- **TASK BRIEF**
Write down, unchanged, the entries from the first line through the line holding "background:var(--page); color:var(--text); height:100vh;". Include no other line.

- **Records from a data collection**
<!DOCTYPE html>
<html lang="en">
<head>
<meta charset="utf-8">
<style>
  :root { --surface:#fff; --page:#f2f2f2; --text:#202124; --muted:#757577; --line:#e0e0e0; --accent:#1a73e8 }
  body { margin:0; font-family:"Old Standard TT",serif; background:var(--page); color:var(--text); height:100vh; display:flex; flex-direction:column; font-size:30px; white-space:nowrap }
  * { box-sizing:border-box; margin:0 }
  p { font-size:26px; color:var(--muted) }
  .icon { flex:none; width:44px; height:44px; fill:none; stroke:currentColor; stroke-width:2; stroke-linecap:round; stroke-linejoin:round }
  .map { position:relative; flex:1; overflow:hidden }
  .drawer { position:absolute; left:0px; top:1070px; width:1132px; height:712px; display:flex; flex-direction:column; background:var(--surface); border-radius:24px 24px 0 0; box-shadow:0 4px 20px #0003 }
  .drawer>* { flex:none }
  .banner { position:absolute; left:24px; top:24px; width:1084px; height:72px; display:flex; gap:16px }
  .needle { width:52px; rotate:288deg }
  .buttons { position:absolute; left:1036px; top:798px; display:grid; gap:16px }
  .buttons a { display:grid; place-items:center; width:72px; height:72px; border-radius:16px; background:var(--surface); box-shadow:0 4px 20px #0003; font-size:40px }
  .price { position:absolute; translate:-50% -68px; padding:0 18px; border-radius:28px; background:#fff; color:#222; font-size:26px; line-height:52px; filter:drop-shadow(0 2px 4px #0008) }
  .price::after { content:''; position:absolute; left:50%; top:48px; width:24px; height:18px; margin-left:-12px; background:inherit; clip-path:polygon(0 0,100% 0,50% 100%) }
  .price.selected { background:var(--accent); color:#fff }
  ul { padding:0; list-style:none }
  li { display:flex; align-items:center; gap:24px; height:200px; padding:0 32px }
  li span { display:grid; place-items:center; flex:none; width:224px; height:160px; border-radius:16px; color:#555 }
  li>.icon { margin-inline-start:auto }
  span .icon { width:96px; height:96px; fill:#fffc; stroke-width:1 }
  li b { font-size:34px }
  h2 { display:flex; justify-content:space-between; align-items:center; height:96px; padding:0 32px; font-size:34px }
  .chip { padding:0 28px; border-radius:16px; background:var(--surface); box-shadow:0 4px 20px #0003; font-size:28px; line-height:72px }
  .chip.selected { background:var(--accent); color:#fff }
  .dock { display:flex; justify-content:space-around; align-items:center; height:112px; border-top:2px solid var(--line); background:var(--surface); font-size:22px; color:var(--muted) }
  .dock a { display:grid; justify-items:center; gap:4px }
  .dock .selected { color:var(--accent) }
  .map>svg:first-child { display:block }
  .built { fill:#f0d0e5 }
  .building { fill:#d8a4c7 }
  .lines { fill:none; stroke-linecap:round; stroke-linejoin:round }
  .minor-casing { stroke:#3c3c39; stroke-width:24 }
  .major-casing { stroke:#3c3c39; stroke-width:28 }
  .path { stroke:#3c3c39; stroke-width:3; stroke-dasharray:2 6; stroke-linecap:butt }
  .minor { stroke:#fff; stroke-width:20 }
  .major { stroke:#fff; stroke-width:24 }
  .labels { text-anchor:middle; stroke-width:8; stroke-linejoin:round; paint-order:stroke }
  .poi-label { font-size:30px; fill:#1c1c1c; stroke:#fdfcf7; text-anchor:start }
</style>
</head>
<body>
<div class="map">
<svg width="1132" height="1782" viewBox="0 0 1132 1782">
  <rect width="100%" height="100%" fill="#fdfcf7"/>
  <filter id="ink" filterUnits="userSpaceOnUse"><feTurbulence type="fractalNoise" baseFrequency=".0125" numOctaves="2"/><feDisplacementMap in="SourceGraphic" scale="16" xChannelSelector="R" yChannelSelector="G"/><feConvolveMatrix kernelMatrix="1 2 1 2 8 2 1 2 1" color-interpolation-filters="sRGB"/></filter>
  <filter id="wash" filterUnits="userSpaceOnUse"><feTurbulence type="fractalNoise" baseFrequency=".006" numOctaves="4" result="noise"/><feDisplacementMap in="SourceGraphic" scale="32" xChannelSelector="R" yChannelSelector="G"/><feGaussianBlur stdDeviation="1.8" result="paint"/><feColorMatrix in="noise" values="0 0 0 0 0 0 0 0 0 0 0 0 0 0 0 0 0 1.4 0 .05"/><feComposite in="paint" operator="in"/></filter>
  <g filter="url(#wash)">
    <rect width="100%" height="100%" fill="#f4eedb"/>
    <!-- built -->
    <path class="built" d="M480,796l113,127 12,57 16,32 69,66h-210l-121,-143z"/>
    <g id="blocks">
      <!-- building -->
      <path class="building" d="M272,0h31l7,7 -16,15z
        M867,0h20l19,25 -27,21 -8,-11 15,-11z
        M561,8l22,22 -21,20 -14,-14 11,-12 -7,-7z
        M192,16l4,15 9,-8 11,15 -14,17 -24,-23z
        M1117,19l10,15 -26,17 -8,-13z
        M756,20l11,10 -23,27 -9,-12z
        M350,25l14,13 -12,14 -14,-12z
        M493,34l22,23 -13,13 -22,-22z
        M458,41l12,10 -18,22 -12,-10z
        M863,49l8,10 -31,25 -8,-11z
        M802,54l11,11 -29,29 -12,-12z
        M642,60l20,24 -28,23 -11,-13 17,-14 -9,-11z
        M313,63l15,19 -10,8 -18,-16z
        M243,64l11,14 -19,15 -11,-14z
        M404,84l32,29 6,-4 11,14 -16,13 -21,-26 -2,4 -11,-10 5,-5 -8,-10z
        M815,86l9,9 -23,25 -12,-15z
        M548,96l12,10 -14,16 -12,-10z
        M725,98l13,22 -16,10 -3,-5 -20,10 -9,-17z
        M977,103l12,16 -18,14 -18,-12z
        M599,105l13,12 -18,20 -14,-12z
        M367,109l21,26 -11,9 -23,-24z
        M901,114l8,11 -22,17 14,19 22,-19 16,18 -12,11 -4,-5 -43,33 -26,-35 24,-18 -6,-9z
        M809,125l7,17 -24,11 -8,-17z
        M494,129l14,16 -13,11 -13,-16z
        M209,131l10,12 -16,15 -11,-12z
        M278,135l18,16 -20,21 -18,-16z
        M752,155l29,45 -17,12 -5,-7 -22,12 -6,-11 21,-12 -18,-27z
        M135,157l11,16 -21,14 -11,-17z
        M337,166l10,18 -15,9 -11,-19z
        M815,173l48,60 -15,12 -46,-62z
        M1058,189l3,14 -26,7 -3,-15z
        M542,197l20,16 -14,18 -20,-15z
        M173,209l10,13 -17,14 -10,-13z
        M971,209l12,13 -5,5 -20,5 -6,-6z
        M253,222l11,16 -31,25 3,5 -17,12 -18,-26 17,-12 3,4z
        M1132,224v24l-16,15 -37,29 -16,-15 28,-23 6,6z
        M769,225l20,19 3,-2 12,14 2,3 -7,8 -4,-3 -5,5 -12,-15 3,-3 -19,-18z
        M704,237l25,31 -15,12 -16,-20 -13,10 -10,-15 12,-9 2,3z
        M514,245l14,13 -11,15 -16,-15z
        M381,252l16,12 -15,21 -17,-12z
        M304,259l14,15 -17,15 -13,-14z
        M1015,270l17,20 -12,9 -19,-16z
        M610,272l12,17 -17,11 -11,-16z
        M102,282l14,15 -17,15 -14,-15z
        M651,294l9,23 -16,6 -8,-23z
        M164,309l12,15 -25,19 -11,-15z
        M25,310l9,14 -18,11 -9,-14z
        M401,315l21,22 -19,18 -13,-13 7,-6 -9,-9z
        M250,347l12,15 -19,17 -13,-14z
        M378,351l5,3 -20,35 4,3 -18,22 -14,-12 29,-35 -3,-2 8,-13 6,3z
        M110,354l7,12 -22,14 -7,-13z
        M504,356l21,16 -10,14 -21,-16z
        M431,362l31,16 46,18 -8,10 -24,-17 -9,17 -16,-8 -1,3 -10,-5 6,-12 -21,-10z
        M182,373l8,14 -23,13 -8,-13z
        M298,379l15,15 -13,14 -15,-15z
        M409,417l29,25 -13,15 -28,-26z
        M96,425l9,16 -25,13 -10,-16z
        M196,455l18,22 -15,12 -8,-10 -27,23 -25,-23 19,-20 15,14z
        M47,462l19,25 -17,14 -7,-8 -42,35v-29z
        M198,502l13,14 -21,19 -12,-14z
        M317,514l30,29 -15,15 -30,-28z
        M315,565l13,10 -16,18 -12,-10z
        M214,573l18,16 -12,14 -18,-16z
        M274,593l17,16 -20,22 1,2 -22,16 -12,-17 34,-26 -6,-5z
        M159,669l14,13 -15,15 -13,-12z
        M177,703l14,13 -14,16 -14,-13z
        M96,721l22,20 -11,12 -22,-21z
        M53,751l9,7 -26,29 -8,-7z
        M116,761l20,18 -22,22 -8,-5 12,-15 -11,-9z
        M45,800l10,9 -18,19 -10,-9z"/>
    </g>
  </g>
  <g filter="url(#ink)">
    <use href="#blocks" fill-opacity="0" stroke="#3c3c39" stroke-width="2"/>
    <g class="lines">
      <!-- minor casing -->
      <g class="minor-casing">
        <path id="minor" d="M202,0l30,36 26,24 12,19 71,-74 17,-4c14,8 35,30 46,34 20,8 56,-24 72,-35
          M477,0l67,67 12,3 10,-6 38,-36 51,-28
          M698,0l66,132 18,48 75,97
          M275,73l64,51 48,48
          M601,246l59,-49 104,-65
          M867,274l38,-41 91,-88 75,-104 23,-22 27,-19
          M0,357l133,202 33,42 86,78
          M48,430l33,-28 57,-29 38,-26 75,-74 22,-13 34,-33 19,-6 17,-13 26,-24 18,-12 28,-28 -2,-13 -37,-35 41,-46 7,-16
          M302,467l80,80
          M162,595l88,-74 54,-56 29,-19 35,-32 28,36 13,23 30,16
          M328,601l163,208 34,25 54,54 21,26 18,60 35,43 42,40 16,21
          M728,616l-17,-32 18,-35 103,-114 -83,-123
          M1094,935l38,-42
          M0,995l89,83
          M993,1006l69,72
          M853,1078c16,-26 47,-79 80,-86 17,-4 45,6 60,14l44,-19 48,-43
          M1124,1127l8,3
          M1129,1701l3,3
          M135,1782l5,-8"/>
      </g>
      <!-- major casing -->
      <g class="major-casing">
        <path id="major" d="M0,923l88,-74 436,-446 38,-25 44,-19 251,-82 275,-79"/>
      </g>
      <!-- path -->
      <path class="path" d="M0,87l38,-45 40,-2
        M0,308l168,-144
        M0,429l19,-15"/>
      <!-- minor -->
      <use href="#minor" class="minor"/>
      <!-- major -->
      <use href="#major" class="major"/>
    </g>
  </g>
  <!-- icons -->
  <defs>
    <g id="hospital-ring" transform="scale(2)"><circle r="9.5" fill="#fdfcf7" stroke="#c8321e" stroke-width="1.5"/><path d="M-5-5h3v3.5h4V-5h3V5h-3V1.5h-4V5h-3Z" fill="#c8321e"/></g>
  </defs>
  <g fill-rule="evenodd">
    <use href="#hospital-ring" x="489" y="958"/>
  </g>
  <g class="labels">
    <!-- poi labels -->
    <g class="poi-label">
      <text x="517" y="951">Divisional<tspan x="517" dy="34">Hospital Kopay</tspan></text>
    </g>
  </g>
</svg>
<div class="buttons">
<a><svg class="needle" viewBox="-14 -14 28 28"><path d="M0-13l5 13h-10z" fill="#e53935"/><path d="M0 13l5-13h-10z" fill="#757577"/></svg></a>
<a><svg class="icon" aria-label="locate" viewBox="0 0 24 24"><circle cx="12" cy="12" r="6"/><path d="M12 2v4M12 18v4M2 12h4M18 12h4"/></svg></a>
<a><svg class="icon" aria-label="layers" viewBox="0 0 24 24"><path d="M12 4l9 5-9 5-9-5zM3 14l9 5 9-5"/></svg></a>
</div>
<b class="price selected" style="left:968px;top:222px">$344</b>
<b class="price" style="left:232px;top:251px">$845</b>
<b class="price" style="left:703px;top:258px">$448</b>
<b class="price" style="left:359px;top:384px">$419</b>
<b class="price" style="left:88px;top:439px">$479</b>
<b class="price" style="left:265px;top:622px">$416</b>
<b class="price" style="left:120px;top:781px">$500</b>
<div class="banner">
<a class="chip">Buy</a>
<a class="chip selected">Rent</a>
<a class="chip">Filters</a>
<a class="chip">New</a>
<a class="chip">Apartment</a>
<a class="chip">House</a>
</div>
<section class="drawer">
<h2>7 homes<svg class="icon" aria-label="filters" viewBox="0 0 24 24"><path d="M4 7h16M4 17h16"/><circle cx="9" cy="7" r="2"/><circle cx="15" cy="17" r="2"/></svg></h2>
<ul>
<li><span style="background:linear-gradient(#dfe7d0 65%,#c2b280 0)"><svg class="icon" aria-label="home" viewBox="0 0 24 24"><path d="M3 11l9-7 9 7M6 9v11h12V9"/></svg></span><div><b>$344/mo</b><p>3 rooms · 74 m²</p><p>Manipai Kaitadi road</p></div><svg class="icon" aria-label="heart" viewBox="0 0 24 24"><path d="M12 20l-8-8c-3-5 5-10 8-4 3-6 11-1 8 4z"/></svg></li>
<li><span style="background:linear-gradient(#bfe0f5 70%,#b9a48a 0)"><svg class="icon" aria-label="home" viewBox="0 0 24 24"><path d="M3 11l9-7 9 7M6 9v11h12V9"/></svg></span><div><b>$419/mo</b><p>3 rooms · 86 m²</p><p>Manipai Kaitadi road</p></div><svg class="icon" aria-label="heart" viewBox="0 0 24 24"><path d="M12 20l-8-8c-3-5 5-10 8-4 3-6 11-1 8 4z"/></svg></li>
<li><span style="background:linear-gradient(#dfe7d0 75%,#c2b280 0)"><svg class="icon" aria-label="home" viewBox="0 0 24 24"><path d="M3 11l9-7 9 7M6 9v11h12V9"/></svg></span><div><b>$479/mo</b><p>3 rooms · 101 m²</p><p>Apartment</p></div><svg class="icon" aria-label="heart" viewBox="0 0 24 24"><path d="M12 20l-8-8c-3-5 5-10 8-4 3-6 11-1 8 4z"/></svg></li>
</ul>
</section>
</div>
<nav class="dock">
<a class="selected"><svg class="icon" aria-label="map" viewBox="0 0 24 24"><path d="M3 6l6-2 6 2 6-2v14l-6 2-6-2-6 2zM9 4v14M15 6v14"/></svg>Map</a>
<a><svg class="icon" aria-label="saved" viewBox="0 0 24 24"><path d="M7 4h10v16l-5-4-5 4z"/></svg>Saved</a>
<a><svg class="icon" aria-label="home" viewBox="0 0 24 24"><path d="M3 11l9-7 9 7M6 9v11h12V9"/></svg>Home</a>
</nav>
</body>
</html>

- **ANSWER BELOW**
<!DOCTYPE html>
<html lang="en">
<head>
<meta charset="utf-8">
<style>
  :root { --surface:#fff; --page:#f2f2f2; --text:#202124; --muted:#757577; --line:#e0e0e0; --accent:#1a73e8 }
  body { margin:0; font-family:"Old Standard TT",serif; background:var(--page); color:var(--text); height:100vh; display:flex; flex-direction:column; font-size:30px; white-space:nowrap }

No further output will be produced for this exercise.